Data excerpts
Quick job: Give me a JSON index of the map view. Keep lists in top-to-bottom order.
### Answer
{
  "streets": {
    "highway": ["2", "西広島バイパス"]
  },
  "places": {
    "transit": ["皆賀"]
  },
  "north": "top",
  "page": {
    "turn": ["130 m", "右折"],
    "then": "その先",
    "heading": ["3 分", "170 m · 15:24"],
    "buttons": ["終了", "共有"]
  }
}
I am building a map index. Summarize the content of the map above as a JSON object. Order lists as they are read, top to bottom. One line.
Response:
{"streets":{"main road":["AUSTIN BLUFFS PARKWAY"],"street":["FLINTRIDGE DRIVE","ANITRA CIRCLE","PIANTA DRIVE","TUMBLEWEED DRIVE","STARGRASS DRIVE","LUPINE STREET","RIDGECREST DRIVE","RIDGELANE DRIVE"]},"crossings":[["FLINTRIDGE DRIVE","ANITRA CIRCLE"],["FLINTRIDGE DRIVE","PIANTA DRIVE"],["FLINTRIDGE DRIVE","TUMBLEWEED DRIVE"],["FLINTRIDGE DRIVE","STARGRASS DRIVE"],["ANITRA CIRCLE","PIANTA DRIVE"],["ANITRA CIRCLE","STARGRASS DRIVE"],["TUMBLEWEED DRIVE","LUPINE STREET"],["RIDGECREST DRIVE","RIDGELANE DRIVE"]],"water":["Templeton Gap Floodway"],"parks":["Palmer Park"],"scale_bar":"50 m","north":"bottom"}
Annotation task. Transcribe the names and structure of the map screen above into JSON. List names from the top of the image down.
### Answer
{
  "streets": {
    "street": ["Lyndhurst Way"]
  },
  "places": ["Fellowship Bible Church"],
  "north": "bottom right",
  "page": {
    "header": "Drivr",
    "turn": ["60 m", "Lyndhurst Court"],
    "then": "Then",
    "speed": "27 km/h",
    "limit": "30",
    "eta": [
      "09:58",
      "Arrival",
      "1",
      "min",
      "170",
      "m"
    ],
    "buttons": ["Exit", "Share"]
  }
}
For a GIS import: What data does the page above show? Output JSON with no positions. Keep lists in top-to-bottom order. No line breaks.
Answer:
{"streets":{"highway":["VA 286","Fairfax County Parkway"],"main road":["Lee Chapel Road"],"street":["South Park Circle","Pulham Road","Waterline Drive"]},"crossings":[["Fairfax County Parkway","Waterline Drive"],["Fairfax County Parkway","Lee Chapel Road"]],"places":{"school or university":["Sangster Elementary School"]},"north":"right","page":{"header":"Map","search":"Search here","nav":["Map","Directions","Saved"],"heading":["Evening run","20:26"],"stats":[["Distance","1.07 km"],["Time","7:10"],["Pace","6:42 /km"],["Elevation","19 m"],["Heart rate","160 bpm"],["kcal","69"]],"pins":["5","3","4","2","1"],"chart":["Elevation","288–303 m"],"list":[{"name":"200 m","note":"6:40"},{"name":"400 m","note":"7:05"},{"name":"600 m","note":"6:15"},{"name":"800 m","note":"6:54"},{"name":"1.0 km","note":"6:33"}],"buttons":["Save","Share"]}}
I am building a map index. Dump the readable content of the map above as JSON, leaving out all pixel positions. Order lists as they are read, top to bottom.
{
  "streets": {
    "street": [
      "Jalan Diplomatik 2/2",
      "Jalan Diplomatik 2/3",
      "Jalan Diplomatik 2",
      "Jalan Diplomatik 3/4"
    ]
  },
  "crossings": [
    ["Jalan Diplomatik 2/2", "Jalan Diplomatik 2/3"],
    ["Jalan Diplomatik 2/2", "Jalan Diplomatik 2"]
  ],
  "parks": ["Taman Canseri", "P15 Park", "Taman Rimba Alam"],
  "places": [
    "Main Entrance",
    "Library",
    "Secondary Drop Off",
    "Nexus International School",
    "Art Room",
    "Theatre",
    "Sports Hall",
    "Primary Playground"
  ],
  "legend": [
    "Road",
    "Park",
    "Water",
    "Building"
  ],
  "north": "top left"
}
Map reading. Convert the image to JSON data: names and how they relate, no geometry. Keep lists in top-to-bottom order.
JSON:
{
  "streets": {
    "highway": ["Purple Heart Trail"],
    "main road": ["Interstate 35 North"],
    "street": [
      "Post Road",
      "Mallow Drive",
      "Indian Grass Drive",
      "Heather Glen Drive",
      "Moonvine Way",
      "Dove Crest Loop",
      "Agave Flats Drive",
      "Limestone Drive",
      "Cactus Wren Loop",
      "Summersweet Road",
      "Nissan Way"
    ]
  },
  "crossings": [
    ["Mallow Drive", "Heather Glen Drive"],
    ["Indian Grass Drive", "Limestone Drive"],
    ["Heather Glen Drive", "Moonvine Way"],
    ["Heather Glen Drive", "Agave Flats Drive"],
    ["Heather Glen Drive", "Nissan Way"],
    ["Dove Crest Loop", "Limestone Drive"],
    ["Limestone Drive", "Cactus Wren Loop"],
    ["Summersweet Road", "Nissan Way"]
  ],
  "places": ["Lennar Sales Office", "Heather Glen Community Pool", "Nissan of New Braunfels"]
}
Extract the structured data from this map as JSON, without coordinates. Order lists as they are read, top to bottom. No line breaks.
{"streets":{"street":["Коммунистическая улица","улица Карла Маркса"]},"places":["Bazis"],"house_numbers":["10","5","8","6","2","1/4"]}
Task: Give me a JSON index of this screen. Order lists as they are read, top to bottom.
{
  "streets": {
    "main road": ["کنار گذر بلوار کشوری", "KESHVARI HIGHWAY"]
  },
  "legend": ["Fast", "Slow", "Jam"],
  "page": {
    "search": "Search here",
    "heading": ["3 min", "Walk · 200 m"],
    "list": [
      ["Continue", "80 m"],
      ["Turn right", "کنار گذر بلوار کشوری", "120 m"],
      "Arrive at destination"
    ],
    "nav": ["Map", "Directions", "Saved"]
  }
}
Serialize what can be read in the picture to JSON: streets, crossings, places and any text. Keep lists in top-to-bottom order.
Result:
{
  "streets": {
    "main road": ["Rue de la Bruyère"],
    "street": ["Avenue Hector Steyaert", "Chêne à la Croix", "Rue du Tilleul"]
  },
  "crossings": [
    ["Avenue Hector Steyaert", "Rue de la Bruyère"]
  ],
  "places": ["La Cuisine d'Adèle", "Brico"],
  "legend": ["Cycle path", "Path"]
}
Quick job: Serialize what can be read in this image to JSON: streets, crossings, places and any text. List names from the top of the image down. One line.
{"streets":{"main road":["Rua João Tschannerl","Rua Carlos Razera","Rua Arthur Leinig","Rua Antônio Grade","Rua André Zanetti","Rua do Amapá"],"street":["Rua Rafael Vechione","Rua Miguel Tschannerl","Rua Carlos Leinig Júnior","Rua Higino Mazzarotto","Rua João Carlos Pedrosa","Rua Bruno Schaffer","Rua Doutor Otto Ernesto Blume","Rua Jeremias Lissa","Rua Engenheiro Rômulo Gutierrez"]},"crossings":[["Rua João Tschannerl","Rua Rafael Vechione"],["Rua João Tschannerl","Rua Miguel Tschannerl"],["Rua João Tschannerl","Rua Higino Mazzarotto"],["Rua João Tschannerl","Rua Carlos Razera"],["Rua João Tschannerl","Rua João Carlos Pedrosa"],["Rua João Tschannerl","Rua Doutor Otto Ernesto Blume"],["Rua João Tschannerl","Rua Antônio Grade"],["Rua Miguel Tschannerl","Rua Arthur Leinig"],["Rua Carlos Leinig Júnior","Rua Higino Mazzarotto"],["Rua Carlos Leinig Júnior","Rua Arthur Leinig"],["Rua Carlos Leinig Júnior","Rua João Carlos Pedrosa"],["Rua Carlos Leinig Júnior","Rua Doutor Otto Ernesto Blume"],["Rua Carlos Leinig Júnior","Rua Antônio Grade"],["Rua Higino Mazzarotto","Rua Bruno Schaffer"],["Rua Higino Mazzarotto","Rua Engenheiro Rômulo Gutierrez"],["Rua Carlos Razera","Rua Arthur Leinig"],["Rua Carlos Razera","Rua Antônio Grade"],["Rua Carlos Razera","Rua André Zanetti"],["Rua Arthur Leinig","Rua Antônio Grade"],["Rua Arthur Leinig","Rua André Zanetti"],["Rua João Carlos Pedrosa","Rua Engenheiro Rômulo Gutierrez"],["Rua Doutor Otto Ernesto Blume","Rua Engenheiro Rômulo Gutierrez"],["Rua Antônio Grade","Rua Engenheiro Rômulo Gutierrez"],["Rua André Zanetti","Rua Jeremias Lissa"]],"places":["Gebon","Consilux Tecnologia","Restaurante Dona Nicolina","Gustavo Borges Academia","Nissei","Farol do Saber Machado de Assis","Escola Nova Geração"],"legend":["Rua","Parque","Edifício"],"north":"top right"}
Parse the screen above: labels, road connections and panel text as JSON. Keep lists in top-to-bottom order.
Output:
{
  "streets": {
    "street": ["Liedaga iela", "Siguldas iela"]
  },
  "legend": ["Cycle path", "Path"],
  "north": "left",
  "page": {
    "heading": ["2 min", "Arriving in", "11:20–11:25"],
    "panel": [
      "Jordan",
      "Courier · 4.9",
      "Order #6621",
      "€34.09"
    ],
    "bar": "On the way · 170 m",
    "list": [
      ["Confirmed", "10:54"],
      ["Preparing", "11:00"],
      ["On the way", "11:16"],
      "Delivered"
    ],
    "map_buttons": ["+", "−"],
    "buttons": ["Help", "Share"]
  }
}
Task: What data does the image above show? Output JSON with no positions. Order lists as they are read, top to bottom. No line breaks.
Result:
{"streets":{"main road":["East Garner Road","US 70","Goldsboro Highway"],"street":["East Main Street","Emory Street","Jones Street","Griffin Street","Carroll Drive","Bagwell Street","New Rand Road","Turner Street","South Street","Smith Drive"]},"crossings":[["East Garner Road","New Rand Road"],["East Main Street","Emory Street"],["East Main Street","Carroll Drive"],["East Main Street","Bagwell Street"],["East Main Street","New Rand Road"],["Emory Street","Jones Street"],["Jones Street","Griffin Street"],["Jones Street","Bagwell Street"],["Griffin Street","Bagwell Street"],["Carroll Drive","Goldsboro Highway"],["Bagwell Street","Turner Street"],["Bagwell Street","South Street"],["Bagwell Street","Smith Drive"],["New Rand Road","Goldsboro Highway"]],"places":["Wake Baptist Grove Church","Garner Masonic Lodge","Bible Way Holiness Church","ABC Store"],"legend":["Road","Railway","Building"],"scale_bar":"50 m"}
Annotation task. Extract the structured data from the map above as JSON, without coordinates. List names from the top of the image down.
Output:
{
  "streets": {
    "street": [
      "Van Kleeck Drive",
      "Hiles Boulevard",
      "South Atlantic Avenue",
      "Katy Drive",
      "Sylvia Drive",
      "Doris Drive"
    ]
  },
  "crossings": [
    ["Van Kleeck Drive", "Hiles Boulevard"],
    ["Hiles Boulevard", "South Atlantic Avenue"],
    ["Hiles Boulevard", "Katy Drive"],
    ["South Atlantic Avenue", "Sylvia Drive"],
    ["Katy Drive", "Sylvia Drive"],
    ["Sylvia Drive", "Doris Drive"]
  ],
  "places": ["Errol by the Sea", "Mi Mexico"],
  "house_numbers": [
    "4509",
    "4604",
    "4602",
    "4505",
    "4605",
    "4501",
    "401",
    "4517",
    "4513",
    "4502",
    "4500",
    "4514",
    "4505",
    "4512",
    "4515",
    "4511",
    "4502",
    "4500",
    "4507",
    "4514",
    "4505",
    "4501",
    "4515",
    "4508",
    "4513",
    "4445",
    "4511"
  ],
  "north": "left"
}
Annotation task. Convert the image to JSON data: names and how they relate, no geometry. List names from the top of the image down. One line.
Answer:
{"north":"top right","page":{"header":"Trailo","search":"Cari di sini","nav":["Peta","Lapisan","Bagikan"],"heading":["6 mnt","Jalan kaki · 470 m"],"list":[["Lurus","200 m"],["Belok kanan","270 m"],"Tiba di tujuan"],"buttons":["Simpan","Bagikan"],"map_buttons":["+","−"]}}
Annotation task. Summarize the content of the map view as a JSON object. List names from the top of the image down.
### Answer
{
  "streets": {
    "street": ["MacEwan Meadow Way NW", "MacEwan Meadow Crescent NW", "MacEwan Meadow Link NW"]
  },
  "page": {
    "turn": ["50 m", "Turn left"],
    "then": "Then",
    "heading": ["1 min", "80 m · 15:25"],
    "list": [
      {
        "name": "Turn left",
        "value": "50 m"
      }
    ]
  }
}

**What you should do:**
Only one stretch of the entries above is wanted: the lines from the one containing "Parse the screen" through the one containing "Annotation task. Extract". Please reproduce it exactly.

**Solved problem:**
Parse the screen above: labels, road connections and panel text as JSON. Keep lists in top-to-bottom order.
Output:
{
  "streets": {
    "street": ["Liedaga iela", "Siguldas iela"]
  },
  "legend": ["Cycle path", "Path"],
  "north": "left",
  "page": {
    "heading": ["2 min", "Arriving in", "11:20–11:25"],
    "panel": [
      "Jordan",
      "Courier · 4.9",
      "Order #6621",
      "€34.09"
    ],
    "bar": "On the way · 170 m",
    "list": [
      ["Confirmed", "10:54"],
      ["Preparing", "11:00"],
      ["On the way", "11:16"],
      "Delivered"
    ],
    "map_buttons": ["+", "−"],
    "buttons": ["Help", "Share"]
  }
}
Task: What data does the image above show? Output JSON with no positions. Order lists as they are read, top to bottom. No line breaks.
Result:
{"streets":{"main road":["East Garner Road","US 70","Goldsboro Highway"],"street":["East Main Street","Emory Street","Jones Street","Griffin Street","Carroll Drive","Bagwell Street","New Rand Road","Turner Street","South Street","Smith Drive"]},"crossings":[["East Garner Road","New Rand Road"],["East Main Street","Emory Street"],["East Main Street","Carroll Drive"],["East Main Street","Bagwell Street"],["East Main Street","New Rand Road"],["Emory Street","Jones Street"],["Jones Street","Griffin Street"],["Jones Street","Bagwell Street"],["Griffin Street","Bagwell Street"],["Carroll Drive","Goldsboro Highway"],["Bagwell Street","Turner Street"],["Bagwell Street","South Street"],["Bagwell Street","Smith Drive"],["New Rand Road","Goldsboro Highway"]],"places":["Wake Baptist Grove Church","Garner Masonic Lodge","Bible Way Holiness Church","ABC Store"],"legend":["Road","Railway","Building"],"scale_bar":"50 m"}
Annotation task. Extract the structured data from the map above as JSON, without coordinates. List names from the top of the image down.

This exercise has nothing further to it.